14 April 2006
I present to you my most treasured photobooth snapshot of all time: me with my mom (gussy) and my dad (jim) in the summer of 1972. no one is really sure where we were (I certainly don't remember) though st. louis seems to be the likeliest place. six flags amusement park, maybe (more about those trips here). I can't tell you how much time I've spent staring at this one (and there's another just like it here, though not quite as cute). I am in love with the looks on the faces of my parents, the way it has been torn (nobody knows what happened to the other two pics), the way my bangs have been cut. ah, my brief stint as an only child. and when I think back to how lost I felt as a new mother, how lost both ward and I were when ava first came along, I can't help but marvel over the love and assurance in the eyes and smiles of my mom and dad.
those first years weren't flawless, though: a couple of months after this photo was taken, my parents lost me for about twenty minutes. which sounds like absolutely nothing unless you have children. or have ever taken care of children. twenty minutes in a situtation like that is like 53 years. and the story that my parents love to tell (over and over) goes like this: it was halloween night and they were getting ready to go to a costume party. my dad went to get the babysitter while my mom finished dressing and when he returned, there was this terrifying exchange (undoubtedly every parent's worst nightmare):
"wait, didn't you take her with you when you went to pick up the babysitter?"
"you're joking, right?"
(my dad is known for the joking)
"no gus, I'm NOT kidding.

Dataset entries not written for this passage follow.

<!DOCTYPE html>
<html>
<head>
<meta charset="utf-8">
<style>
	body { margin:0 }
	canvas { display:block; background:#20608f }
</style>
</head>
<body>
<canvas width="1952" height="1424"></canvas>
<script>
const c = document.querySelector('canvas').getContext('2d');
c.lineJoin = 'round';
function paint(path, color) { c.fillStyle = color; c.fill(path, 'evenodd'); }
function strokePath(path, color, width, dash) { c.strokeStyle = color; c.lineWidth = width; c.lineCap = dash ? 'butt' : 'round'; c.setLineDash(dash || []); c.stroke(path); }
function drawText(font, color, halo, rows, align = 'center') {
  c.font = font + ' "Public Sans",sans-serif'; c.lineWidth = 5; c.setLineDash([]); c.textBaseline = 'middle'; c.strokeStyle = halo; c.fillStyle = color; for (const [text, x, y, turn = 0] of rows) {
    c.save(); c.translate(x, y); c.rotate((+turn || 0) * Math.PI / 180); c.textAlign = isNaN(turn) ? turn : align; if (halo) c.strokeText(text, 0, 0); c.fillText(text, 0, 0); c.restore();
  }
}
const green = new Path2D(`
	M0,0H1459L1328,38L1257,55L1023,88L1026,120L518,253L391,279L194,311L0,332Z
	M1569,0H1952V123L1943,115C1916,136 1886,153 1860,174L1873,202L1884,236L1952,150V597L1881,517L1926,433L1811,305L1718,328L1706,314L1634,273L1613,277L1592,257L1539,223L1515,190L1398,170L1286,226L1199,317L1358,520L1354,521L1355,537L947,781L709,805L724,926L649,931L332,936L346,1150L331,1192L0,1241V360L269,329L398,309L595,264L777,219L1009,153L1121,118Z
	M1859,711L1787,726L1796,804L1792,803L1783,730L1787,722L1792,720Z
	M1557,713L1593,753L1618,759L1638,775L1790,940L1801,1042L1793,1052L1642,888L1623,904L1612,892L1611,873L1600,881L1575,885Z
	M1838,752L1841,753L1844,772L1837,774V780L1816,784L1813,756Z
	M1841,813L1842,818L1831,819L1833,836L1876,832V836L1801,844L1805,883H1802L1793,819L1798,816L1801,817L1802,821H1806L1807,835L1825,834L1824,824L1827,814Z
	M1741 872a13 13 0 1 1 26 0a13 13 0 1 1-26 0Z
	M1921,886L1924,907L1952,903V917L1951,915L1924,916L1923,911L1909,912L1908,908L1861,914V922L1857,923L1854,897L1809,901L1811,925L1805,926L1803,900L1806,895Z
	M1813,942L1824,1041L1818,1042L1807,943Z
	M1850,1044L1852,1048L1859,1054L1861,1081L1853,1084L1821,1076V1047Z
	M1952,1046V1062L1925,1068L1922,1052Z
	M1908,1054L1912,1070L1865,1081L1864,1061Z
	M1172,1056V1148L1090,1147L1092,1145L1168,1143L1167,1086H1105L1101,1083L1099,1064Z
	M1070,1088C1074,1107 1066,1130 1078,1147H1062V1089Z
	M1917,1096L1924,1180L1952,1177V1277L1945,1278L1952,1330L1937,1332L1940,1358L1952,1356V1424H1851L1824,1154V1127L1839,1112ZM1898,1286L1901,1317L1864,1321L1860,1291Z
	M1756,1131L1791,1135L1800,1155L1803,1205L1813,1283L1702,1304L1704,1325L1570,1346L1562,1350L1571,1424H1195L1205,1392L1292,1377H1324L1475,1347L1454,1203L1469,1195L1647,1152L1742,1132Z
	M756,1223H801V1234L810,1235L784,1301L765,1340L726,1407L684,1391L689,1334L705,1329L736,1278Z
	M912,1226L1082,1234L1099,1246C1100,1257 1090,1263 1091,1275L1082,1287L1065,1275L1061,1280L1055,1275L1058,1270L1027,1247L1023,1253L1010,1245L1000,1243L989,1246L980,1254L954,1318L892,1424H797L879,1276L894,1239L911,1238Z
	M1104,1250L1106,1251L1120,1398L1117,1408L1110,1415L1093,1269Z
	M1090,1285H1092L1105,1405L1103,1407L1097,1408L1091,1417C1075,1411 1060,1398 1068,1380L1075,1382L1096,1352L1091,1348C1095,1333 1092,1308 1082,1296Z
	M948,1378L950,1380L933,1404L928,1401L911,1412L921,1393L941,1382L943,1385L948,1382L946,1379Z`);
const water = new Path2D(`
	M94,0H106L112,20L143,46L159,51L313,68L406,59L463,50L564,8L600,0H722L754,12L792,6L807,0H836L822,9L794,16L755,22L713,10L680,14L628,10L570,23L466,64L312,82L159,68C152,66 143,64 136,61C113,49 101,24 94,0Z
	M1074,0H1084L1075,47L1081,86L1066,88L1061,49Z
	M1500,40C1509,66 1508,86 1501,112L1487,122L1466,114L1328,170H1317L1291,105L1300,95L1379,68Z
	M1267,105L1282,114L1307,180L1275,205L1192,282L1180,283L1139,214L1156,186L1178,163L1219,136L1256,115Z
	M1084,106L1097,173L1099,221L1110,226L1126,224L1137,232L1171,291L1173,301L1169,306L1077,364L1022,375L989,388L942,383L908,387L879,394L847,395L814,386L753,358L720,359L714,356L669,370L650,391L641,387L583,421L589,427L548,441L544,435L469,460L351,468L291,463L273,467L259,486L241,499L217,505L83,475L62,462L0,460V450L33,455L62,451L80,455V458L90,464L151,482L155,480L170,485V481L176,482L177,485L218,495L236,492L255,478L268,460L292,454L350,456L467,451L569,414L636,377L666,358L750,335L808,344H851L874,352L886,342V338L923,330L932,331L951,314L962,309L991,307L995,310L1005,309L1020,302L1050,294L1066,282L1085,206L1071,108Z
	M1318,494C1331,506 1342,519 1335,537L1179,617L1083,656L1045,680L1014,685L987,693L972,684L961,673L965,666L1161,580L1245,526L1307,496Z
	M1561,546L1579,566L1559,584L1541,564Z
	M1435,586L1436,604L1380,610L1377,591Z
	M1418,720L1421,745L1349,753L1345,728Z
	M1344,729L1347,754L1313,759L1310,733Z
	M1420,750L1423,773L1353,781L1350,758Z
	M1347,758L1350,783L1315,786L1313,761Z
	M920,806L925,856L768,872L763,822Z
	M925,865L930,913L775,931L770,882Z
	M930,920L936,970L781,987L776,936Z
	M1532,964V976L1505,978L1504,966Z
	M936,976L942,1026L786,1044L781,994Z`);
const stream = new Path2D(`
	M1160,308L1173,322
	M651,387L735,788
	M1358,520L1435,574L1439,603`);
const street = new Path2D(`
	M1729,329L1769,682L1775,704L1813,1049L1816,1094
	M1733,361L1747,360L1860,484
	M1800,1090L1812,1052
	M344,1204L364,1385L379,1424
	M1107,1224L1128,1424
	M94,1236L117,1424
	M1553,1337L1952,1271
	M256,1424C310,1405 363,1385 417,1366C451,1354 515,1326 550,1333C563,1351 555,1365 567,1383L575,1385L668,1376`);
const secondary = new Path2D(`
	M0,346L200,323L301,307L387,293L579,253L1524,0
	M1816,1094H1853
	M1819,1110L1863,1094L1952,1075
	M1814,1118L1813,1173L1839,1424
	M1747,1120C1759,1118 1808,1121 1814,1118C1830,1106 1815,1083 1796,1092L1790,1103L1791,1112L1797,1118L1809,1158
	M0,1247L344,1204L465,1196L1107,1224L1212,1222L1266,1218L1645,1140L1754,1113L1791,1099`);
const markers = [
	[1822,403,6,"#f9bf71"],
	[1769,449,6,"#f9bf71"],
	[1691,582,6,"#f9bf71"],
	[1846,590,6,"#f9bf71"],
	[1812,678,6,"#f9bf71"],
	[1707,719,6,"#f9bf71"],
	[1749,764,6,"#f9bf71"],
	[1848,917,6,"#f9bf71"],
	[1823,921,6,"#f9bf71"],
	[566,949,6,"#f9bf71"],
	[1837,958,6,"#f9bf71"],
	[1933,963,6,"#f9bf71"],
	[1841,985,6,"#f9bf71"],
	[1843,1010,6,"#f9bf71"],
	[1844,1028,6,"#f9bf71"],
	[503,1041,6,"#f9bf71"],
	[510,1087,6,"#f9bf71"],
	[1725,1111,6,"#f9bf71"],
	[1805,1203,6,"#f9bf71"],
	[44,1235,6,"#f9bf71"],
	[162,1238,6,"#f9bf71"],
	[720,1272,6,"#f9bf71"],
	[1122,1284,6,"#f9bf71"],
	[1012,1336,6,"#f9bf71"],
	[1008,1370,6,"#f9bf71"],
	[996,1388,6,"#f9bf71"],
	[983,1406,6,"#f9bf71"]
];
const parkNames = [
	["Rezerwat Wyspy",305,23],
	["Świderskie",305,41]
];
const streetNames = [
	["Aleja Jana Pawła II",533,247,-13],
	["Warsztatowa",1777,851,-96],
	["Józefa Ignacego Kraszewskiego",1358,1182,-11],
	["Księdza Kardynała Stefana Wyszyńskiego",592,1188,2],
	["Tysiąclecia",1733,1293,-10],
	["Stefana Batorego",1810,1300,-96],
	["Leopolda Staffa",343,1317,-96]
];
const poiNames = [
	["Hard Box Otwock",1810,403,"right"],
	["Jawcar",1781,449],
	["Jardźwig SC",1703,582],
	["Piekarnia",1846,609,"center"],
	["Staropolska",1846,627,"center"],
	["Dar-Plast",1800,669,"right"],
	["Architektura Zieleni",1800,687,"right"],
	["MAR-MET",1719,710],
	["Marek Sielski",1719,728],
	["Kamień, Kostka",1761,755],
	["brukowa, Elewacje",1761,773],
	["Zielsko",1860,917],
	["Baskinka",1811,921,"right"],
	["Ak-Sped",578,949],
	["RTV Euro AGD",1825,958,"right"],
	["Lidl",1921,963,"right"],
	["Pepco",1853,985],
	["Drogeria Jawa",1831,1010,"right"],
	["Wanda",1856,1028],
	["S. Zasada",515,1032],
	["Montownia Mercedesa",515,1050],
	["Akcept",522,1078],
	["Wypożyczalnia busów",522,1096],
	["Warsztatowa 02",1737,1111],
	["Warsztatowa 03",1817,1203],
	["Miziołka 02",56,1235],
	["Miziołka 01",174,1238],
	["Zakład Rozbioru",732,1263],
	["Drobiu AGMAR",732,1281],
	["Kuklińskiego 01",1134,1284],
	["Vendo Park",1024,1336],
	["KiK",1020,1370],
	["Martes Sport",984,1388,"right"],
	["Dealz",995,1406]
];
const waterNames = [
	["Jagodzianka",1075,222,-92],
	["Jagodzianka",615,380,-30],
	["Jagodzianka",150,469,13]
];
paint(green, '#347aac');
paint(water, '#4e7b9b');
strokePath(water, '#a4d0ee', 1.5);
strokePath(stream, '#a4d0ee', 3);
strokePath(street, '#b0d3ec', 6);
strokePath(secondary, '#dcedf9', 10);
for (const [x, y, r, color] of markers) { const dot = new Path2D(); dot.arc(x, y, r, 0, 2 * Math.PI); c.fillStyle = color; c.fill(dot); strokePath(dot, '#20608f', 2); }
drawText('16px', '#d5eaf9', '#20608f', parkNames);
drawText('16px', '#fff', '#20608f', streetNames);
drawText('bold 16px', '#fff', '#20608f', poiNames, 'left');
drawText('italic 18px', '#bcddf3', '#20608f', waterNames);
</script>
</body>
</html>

I don't have her... I thought YOU had her!"
and I'm sure there was an abrupt silence (the silence to end all silences) and you know there were colorless faces and great tidal waves of panic. because I lost ava for like, thirty seconds once and that instantaneously shaved a good eight years off my life, FOR REALS. and from what I've been told, they tore out of the house and took to to the small town streets to search for me. what my mom remembers most is how silent it was-- as if everything and everyone had stopped. they yelled and yelled and yelled for me but I was nowhere, there was no one, no sound, nothing. they decided to scope out downtown (a very, very small downtown-- think a couple of shops, a post office, a dairy queen, a court house) and there I was. the woman that was holding me in her arms said she watched me walk (with so much purpose) down the street and then immediately picked me up when she saw I was getting ready to cross the main drag alone. this is the story my parents love to tell when they are talking about my strong will and sense of independence, my endless amounts of energy and fearless explorations. it's something I will never live down even though I have no recollection of the event.
my parents are in town this weekend and so I decided to spread out all the old family photobooth snapshots on the dining room table. people, I have been blessed with the motherload of great family photobooth snaps. I couldn't scribble down the details fast enough as they talked about each one. so much I had not yet heard, so many delicious little details-- better even than the marshmallow peeps and chocolate bunnies I will be nibbling on throughout the weekend.
speaking of which, happy easter to all my peeps.